House View Positioning Update
Global Economic Outlook
In January the IMF upgraded its global growth forecast for 2025 to 3.3%. This however was before the recent announcement of the worse-than-expected tariffs the US plans to impose on its trading partners. The tariffs, if kept in place, will have significant consequences for global trade, economic growth and inflation. We expect growth forecasts to be trimmed this year, and for some countries to experience a recession as a result. Although Trump touts the tariffs as being good for the US economy, the probability of a US recession has risen significantly, with higher prices on imported goods and widespread policy uncertainty denting demand. Countries where exports to the US make up a significant portion of their GDP will also potentially experience a significant hit to growth. Central banks will find monetary policy setting in the environment of slowing growth and rising inflation difficult. This will limit the US Fed’s ability to cut rates to support the economy, at the risk of further stoking inflation. Overall, we are less constructive on the global economic outlook than a few months ago, with the path ahead is both unclear and fluid.
Global Markets
Global equities have struggled this year amid a large-cap tech selloff in the US. Prior to this month, Europe had been resilient compared to the US, with greater unity among European countries and fiscal stimulus plans improving sentiment. The tariff news has however caused a broad global equity market sell-off and has caused investors to shy away from the dollar and dollar assets.
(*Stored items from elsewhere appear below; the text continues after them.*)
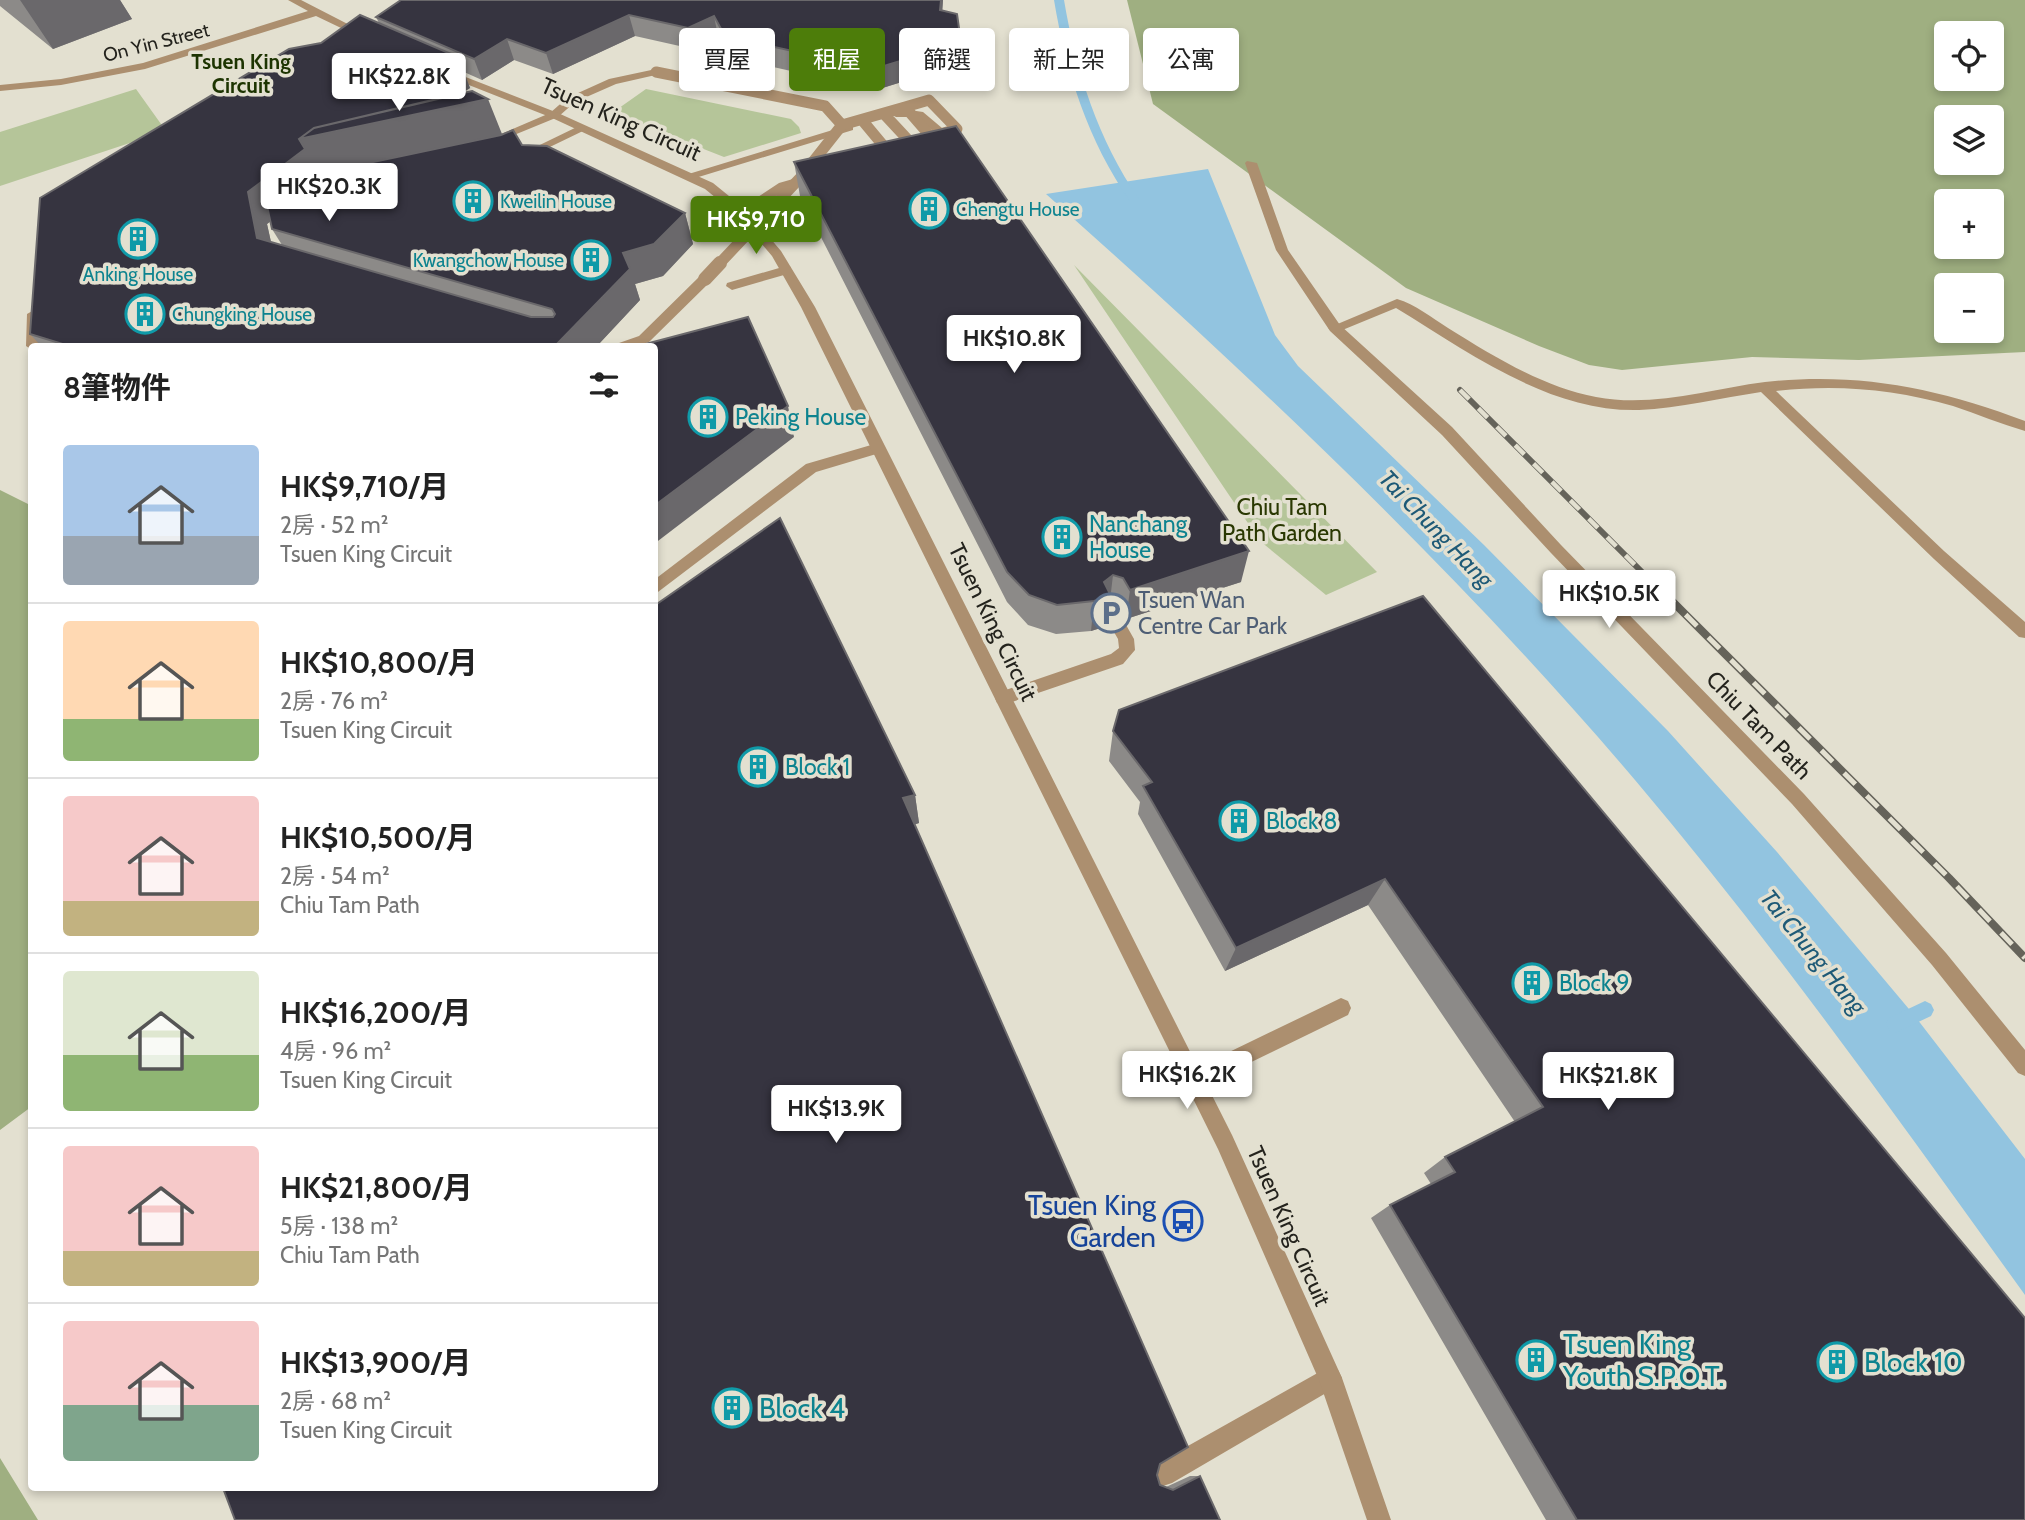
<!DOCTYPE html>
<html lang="zh-TW">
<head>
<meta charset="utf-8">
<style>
  :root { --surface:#fff; --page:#f6f6f6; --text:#222; --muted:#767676; --line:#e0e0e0; --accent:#4d7d0a }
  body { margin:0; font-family:Cabin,"Noto Sans TC",sans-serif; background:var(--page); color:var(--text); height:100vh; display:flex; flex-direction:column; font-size:26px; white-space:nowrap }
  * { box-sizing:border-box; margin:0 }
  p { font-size:23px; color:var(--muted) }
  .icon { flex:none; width:38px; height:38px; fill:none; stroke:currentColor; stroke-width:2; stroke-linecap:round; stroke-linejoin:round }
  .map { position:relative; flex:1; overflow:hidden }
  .details { position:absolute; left:28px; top:343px; width:630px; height:1148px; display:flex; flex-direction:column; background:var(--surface); border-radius:7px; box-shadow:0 4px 10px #0003 }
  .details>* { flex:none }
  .top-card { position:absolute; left:679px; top:28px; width:665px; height:63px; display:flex; gap:14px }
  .buttons { position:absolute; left:1934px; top:21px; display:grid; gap:14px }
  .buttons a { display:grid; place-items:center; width:70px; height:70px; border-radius:7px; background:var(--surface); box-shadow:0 4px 10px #0003; font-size:35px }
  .price { position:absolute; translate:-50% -60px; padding:0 16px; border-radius:7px; background:#fff; color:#222; font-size:23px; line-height:46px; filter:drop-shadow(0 2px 4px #0008) }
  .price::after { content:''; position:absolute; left:50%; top:42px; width:21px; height:16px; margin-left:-10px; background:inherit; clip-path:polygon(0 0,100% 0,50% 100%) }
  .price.current { background:var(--accent); color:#fff }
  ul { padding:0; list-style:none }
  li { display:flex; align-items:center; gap:21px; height:175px; padding:0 35px }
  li+li { border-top:2px solid var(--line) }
  li span { display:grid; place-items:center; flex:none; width:196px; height:140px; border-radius:7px; color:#555 }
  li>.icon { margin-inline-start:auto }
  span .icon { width:84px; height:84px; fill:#fffc; stroke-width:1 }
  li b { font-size:30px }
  h2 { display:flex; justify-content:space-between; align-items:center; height:84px; padding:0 35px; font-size:30px }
  .tag { padding:0 24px; border-radius:7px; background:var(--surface); box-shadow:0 4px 10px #0003; font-size:24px; line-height:63px }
  .tag.current { background:var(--accent); color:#fff }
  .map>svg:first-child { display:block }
</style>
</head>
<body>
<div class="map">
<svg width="2025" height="1520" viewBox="0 0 2025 1520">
  <rect width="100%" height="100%" fill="#e3e0d0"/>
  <!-- green -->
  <path fill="#b5c599" d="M136 89 166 131 0 186V132Z
    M646 89 791 119 799 127 801 133 724 157 612 113Z
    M1074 265 1377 572 1326 595 1260 541Z"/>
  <!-- forest -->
  <path fill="#9faf81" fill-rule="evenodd" d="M1127 0H2025V352L1859 360 1752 357 1622 370 1589 365 1539 346 1406 288 1153 104ZM1946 33H1992V79H1946ZM1946 117H1992V163H1946ZM1946 201H1992V247H1946ZM1946 285H1992V331H1946Z
    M0 490 32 506 31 1107 0 1130Z
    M0 1458 38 1520H0Z"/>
  <!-- water -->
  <path fill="#92c4e0" d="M1208 169 1275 335 1298 366 1484 545 1668 731 1777 852 1914 1015 2025 1159V1295C1899 1120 1774 944 1635 780 1455 568 1253 378 1046 194Z"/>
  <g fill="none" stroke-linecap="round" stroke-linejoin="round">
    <!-- stream -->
    <path fill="#92c4e0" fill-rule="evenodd" d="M1054 0H1064C1076 71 1098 140 1139 199L1138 201H1130C1088 141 1066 72 1054 0Z
      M1925 1001 1931 1004 1934 1010 1931 1016 1895 1033 1889 1030 1886 1024 1889 1018Z"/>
    <!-- service -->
    <path fill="#ac8f6f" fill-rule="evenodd" d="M656 69 660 70V74L616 84 575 102 558 117 497 142 487 140 550 113 567 98 609 79Z
      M903 109 923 112 942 128 944 130 936 142 920 145V141L928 138 932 130 915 117H896L890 114Z
      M581 125 585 126V130L525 159 515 157Z
      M849 125 853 126V130L692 179 682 176Z
      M807 175 813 179 811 182 787 189 745 215 735 212 779 183Z
      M786 266 791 267V273L732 290 726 286 727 283Z
      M705 275 710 276V282L649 342 636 346H618L619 343 639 336 700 276Z
      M1397 299C1415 304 1432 318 1448 328 1493 356 1543 387 1596 397 1653 408 1710 389 1765 382 1859 372 1937 388 2025 421V431C2001 424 1977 414 1953 406 1894 389 1837 384 1776 391L1944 551 2025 622V638L2019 637 1934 559 1761 392C1721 398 1680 408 1639 410 1549 412 1470 353 1396 308L1340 331 1335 332 1328 328Z
      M34 310 41 314 40 346H32V350L26 346 27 314Z
      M878 443 883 444 885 448 883 452 816 472 654 595V580L806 464Z
      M1111 607 1117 609 1134 639 1135 650 1123 664 1003 705 997 703 995 698 997 693 1111 654 1119 648 1118 639 1103 613Z
      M1341 998 1348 1001 1351 1008 1348 1015 1202 1086 1195 1089 1188 1086 1185 1079 1188 1072Z
      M1330 1366 1338 1370 1342 1378 1338 1386 1172 1483 1163 1486 1154 1483 1151 1474 1154 1465Z"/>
    <!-- minor -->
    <path fill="#ac8f6f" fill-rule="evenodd" d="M1247 161 1257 163 1288 250 1340 325 1452 427 1561 545 1804 794 1946 953 2025 1050V1076L2018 1073 1932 965 1792 804 1551 553 1442 435 1330 331 1276 250 1245 163Z"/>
    <!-- tertiary -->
    <path fill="#ac8f6f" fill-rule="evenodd" d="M288 0H301L371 36 362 38 316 16 145 69 61 85 0 91V85L61 79 143 63 308 11Z
      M445 69 558 113 713 183 745 209 781 251 815 307 1232 1135 1342 1378 1391 1520H1367L1319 1380 1218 1149 801 307 772 256 737 215 705 189 550 117 441 74 440 72Z"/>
    <!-- rail-far1 casing -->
    <g stroke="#65635a" stroke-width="6">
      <path id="rail-far1" d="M1460 390 1664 594"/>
    </g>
    <!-- rail casing -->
    <g stroke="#65635a" stroke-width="8">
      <path id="rail" d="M1663 592 1949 878 2025 958"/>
    </g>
    <!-- rail-far1 -->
    <use href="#rail-far1" stroke="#e3e0d0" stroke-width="4.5" stroke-dasharray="13" stroke-linecap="butt"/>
    <!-- rail -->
    <use href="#rail" stroke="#e3e0d0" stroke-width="5" stroke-dasharray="16" stroke-linecap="butt"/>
    <!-- service-bridge-far1 -->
    <path stroke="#ac8f6f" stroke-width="11" d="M656 72 825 106 842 125 801 177 719 264
      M905 107 929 100 957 129 937 135
      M884 114 911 143
      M862 120 887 150
      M842 125 905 107 931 137 914 142"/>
    <!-- service-bridge -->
    <path stroke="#ac8f6f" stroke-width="14" d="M705 279 720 263"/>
  </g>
  <!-- wall -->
  <path fill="#8c8a88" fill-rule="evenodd" d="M0 0H120L132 19 53 49 0 6Z
    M401 0H943L942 11 963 69 908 80 876 90 729 57 718 36 693 49 635 36 553 74 514 60 482 80 464 72 470 88 462 93 502 135 522 145 685 213 693 244 663 276 635 284 640 300 597 346H41L30 334 321 43 379 23 376 17ZM271 221 272 229 282 245 271 242 267 224Z
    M794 162 1241 582 1126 619 1119 608 1110 605 1107 626 1091 631 1056 634 1028 625 1007 602 800 196Z
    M1423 596 2025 1520H1546L1371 1218 1390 1205 1431 1184 1424 1173 1445 1157 1515 1122 1368 905 1225 971 1138 814 1140 802 1109 761 1113 731Z
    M915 795 919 823 915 824 1160 1464 1157 1475 1160 1485 1166 1487 1190 1476H1200L1220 1520H235Z"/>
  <!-- shaded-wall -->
  <path fill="#6a686b" d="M20 0H120L132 19 53 49Z
    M941 0H943L941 31 940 10Z
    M629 15 635 36 553 74 546 53Z
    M714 16 718 36 693 49 688 28Z
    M507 39 514 60 482 80 474 59Z
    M962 49 963 69 908 80 876 90 874 69 907 59Z
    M458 57 470 88 435 110 488 99 510 154 322 181 267 224 277 269 257 238 248 192 299 139Z
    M685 213 693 244 663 276 635 284 640 300 597 346H555L623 253Z
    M788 406 794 437 654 544V506Z
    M1249 551 1241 582 1126 619 1130 590Z
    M1113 575 1107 626 1091 631 1094 601 1104 582Z
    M915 795 919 823 908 827 903 798Z
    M1385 879 1368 905 1225 971 1236 948Z"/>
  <!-- building -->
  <path fill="#363440" stroke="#6a686b" stroke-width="2" d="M401 0H941L940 10 957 14 962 49 907 59 874 69 725 36 714 16 688 28 629 15 546 53 507 39 474 59 376 17Z
    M360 15 458 57 415 83 445 97 314 128 299 139 305 149 248 192 257 238 531 317H553L555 314 552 309 272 229 265 197 288 180 501 135 513 130 522 145 547 146 685 213 654 244 623 253 630 269 555 346H69L30 334 40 198 289 49 321 43Z
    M472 91 488 99 299 139 314 128Z
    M956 126 1249 551 1130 590 1123 578 1113 575 1104 582 1111 596 1094 601 1057 605 1029 595 1007 572 794 162Z
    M748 317 788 406 654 506V346H638Z
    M780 518 915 795 903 798 1188 1447 1160 1464 1157 1475 1160 1485 1173 1490 1200 1476 1220 1520H235L223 1488H654V606Z
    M1423 596 2025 1318V1520H1577L1390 1205 1455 1172 1445 1157 1543 1107 1385 879 1236 948 1143 786 1152 782 1113 731 1119 710Z"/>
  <!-- icons -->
  <defs>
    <g id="building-ring" transform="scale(2.0125)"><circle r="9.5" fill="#e3e0d0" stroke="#0f9aa8" stroke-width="1.5"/><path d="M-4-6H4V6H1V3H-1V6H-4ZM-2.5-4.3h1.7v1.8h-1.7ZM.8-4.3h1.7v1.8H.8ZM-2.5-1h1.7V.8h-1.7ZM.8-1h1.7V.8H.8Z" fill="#0f9aa8"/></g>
    <g id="parking-ring" transform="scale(2.0125)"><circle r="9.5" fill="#e3e0d0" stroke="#5c6f8a" stroke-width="1.5"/><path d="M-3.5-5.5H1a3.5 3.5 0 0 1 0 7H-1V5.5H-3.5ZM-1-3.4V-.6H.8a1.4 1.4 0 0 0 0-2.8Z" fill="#5c6f8a"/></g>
    <g id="bus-ring" transform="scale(2.0125)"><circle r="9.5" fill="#e3e0d0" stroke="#1a4fb4" stroke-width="1.5"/><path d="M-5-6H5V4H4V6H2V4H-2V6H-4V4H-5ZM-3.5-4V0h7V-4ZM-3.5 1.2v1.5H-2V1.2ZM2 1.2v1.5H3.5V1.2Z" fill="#1a4fb4"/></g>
  </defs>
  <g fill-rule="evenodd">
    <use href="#building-ring" x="473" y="201"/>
    <use href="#building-ring" x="929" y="209"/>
    <use href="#building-ring" x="138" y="239"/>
    <use href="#building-ring" x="591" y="260"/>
    <use href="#building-ring" x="145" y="314"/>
    <use href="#building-ring" x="708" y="417"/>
    <use href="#building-ring" x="1062" y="537"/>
    <use href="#parking-ring" x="1111" y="613"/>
    <use href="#building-ring" x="758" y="767"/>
    <use href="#building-ring" x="1239" y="821"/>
    <use href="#building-ring" x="1532" y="983"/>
    <use href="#bus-ring" x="1183" y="1221"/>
    <use href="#building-ring" x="1536" y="1360"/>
    <use href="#building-ring" x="1837" y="1362"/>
    <use href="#building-ring" x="732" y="1408"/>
  </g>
  <g text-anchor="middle" stroke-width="7" stroke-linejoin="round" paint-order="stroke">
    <!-- far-street labels -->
    <g font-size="19" fill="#24231d" stroke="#e3e0d0">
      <text transform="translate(156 42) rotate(-14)" y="7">On Yin Street</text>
    </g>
    <!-- far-culture labels -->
    <g font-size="19" fill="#0d838f" stroke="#e3e0d0" text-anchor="start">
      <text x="500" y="208">Kweilin House</text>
      <text x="956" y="216">Chengtu House</text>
      <text x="564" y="267" text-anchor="end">Kwangchow House</text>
      <text x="138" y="281" text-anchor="middle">Anking House</text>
      <text x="172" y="321">Chungking House</text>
    </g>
    <!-- far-neighbourhood labels -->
    <g font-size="21" font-weight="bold" fill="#1d3401" stroke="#e3e0d0">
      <text x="241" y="69">Tsuen King<tspan x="241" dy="24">Circuit</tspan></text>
    </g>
    <!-- street labels -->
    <g font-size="23" fill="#24231d" stroke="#e3e0d0">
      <text transform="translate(621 119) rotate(24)" y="8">Tsuen King Circuit</text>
      <text transform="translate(993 622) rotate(64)" y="8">Tsuen King Circuit</text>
      <text transform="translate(1759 725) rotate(46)" y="8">Chiu Tam Path</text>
      <text transform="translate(1289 1226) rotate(66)" y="8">Tsuen King Circuit</text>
    </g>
    <!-- culture labels -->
    <g font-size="23" fill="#0d838f" stroke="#e3e0d0" text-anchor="start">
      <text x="735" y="425">Peking House</text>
      <text x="1089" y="532">Nanchang<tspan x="1089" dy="26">House</tspan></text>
      <text x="785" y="775">Block 1</text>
      <text x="1266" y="829">Block 8</text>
      <text x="1559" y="991">Block 9</text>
    </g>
    <!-- park labels -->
    <g font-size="23" fill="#2a3802" stroke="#e3e0d0">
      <text x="1282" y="515">Chiu Tam<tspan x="1282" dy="26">Path Garden</tspan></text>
    </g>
    <!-- service labels -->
    <g font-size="23" fill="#4e5e75" stroke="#e3e0d0" text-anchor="start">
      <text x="1138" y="608">Tsuen Wan<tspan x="1138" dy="26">Centre Car Park</tspan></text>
    </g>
    <!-- water labels -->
    <g font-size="24" font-style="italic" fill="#1e5a77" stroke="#e3e0d0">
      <text transform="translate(1436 529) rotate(46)" y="8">Tai Chung Hang</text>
      <text transform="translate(1813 952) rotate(51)" y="8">Tai Chung Hang</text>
    </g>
    <!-- near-transit labels -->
    <g font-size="28" fill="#164399" stroke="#e3e0d0" text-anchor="end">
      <text x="1156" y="1215">Tsuen King<tspan x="1156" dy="32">Garden</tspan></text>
    </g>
    <!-- near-culture labels -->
    <g font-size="28" fill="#0d838f" stroke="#e3e0d0" text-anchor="start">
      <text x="1563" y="1354">Tsuen King<tspan x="1563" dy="32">Youth S.P.O.T.</tspan></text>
      <text x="1864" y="1372">Block 10</text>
      <text x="759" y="1418">Block 4</text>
    </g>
  </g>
</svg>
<div class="buttons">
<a><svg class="icon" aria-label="locate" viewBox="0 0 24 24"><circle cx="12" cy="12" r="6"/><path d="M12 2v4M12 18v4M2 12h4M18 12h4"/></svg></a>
<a><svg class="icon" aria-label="layers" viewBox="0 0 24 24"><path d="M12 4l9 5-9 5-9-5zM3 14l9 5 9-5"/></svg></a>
<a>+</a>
<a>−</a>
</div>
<b class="price" style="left:399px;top:113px">HK$22.8K</b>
<b class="price" style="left:329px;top:223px">HK$20.3K</b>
<b class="price current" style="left:756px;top:256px">HK$9,710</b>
<b class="price" style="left:1014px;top:375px">HK$10.8K</b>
<b class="price" style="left:1609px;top:630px">HK$10.5K</b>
<b class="price" style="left:1187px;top:1111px">HK$16.2K</b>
<b class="price" style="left:1608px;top:1112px">HK$21.8K</b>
<b class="price" style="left:836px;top:1145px">HK$13.9K</b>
<div class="top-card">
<a class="tag">買屋</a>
<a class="tag current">租屋</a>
<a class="tag">篩選</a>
<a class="tag">新上架</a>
<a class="tag">公寓</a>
</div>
<section class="details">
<h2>8筆物件<svg class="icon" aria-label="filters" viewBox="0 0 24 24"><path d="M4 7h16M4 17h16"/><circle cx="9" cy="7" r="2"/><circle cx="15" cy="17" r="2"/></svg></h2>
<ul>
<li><span style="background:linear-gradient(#a9c7e8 65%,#9aa5b1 0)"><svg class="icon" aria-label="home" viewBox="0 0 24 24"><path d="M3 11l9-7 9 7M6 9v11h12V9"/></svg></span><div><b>HK$9,710/月</b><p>2房 · 52 m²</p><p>Tsuen King Circuit</p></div></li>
<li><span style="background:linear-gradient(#ffd9b3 70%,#8fb573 0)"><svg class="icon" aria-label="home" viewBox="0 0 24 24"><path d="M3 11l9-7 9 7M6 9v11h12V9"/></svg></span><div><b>HK$10,800/月</b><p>2房 · 76 m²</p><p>Tsuen King Circuit</p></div></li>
<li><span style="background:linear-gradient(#f6c9c9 75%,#c2b280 0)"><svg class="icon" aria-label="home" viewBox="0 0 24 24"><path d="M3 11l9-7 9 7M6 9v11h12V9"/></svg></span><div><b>HK$10,500/月</b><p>2房 · 54 m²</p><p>Chiu Tam Path</p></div></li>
<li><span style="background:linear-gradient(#dfe7d0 60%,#8fb573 0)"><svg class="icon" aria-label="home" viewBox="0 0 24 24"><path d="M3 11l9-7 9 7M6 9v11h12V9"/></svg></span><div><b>HK$16,200/月</b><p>4房 · 96 m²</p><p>Tsuen King Circuit</p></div></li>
<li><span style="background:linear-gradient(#f6c9c9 75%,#c2b280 0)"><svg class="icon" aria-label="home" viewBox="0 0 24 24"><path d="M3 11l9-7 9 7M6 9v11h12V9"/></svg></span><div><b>HK$21,800/月</b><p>5房 · 138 m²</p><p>Chiu Tam Path</p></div></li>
<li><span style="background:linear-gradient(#f6c9c9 60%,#7fa58c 0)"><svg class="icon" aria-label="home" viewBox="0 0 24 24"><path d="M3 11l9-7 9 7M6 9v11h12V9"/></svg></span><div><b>HK$13,900/月</b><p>2房 · 68 m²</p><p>Tsuen King Circuit</p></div></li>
</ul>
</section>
</div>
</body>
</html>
The exception has been US treasuries, which have been rallying as investors have sought safety. We have been overweight global bonds in our house view in response to rising global risks and the threat of economic growth disappointing. US Treasury yields had risen to the highest in decades, making the asset viable once again, while any further interest rate cuts would bring about some capital appreciation. In contrast we remain neutral global equities, balancing the expensiveness of US large cap tech against reasonable value elsewhere. For now, we are holding our current positioning because although news flow is largely negative, the situation remains fluid and open to change. We expect to remain flexible in response to any material new information that arises.
Local Economic Outlook
Economic growth in SA has been disappointing but is expected to pick up modestly this year compared to prior years. There is also a chance the SARB might deliver at least one more rate cut in 2025, with domestic inflation under control. The threat of a global tariff war is a risk to the SA outlook which needs to be monitored. The direct impact on SA should be contained given exports to the US make up less than 10% of GDP, but the indirect impact is difficult to know at this stage. A further risk which has emerged on the domestic front relates to the future of the GNU, post the disagreement over the controversial National Budget which has recently been passed by the National Assembly despite the DA not voting in favour. There are now fears of the GNU unravelling, which could be negative for the SA political outlook, however these fears could be premature for now, given discussions remain ongoing.
Local Markets
The SA equity market had a good start to the year but in recent days the JSE has fallen sharply in tandem with global equities on Trump’s tariff announcement. SA nominal bonds have also struggled more recently, partly on global concerns and partly due to domestic political worries, which have caused bonds and the rand to weaken. Earlier this year we trimmed our domestic equity overweight as global macro risks began to rise, and this has proven helpful given the sharp sell-off recently. We are likely to upweight SA equities in the event of further material weakness, given the constructive valuation backdrop, which suggests reasonable medium term returns once the volatility subsides. We remain underweight SA bonds in our house view, which has proven helpful given the deterioration in local political dynamics as well as the spike in global risk aversion.